* PROBLEM REQUIREMENTS
Your response should consist of the data that follows, repeated in full without alteration.

* TASK INPUTS
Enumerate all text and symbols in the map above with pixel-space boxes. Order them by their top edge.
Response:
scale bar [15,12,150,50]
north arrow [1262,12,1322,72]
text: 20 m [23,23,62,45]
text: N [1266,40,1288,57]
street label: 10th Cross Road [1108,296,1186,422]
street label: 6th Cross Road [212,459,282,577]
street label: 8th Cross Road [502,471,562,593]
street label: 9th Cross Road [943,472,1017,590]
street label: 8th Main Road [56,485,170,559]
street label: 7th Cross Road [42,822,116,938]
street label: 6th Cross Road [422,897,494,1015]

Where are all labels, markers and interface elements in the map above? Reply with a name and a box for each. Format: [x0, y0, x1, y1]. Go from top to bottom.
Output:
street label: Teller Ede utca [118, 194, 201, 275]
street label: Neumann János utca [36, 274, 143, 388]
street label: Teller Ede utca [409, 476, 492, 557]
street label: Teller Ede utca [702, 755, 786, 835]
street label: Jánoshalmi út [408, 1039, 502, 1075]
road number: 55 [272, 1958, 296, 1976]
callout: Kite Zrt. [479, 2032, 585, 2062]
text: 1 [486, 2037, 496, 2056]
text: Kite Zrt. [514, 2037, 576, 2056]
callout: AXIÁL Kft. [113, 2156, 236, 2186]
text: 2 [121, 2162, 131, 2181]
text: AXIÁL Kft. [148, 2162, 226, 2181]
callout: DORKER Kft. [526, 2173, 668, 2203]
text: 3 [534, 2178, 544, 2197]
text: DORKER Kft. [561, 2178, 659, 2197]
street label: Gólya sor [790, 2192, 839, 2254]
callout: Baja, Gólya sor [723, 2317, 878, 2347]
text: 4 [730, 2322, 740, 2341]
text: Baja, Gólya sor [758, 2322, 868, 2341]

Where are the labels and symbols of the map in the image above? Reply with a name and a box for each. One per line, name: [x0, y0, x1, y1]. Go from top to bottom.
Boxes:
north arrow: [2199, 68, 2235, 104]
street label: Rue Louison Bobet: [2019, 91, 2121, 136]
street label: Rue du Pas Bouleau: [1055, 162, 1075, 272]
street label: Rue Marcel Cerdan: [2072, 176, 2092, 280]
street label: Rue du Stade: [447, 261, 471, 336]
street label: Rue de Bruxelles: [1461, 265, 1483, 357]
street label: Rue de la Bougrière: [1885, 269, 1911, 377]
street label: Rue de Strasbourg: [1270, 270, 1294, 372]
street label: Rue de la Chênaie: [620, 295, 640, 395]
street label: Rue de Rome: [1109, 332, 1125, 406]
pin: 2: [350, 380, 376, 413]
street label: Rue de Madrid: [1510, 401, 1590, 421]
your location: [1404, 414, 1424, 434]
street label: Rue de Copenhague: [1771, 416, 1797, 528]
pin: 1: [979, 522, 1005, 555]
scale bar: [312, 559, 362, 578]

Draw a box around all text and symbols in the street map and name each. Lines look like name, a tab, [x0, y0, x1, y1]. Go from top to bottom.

* YOUR RESPONSE
Enumerate all text and symbols in the map above with pixel-space boxes. Order them by their top edge.
Response:
scale bar [15,12,150,50]
north arrow [1262,12,1322,72]
text: 20 m [23,23,62,45]
text: N [1266,40,1288,57]
street label: 10th Cross Road [1108,296,1186,422]
street label: 6th Cross Road [212,459,282,577]
street label: 8th Cross Road [502,471,562,593]
street label: 9th Cross Road [943,472,1017,590]
street label: 8th Main Road [56,485,170,559]
street label: 7th Cross Road [42,822,116,938]
street label: 6th Cross Road [422,897,494,1015]

Where are all labels, markers and interface elements in the map above? Reply with a name and a box for each. Format: [x0, y0, x1, y1]. Go from top to bottom.
Output:
street label: Teller Ede utca [118, 194, 201, 275]
street label: Neumann János utca [36, 274, 143, 388]
street label: Teller Ede utca [409, 476, 492, 557]
street label: Teller Ede utca [702, 755, 786, 835]
street label: Jánoshalmi út [408, 1039, 502, 1075]
road number: 55 [272, 1958, 296, 1976]
callout: Kite Zrt. [479, 2032, 585, 2062]
text: 1 [486, 2037, 496, 2056]
text: Kite Zrt. [514, 2037, 576, 2056]
callout: AXIÁL Kft. [113, 2156, 236, 2186]
text: 2 [121, 2162, 131, 2181]
text: AXIÁL Kft. [148, 2162, 226, 2181]
callout: DORKER Kft. [526, 2173, 668, 2203]
text: 3 [534, 2178, 544, 2197]
text: DORKER Kft. [561, 2178, 659, 2197]
street label: Gólya sor [790, 2192, 839, 2254]
callout: Baja, Gólya sor [723, 2317, 878, 2347]
text: 4 [730, 2322, 740, 2341]
text: Baja, Gólya sor [758, 2322, 868, 2341]

Where are the labels and symbols of the map in the image above? Reply with a name and a box for each. One per line, name: [x0, y0, x1, y1]. Go from top to bottom.
Boxes:
north arrow: [2199, 68, 2235, 104]
street label: Rue Louison Bobet: [2019, 91, 2121, 136]
street label: Rue du Pas Bouleau: [1055, 162, 1075, 272]
street label: Rue Marcel Cerdan: [2072, 176, 2092, 280]
street label: Rue du Stade: [447, 261, 471, 336]
street label: Rue de Bruxelles: [1461, 265, 1483, 357]
street label: Rue de la Bougrière: [1885, 269, 1911, 377]
street label: Rue de Strasbourg: [1270, 270, 1294, 372]
street label: Rue de la Chênaie: [620, 295, 640, 395]
street label: Rue de Rome: [1109, 332, 1125, 406]
pin: 2: [350, 380, 376, 413]
street label: Rue de Madrid: [1510, 401, 1590, 421]
your location: [1404, 414, 1424, 434]
street label: Rue de Copenhague: [1771, 416, 1797, 528]
pin: 1: [979, 522, 1005, 555]
scale bar: [312, 559, 362, 578]

Draw a box around all text and symbols in the street map and name each. Lines look like name, a tab, [x0, y0, x1, y1]. Go from top to bottom.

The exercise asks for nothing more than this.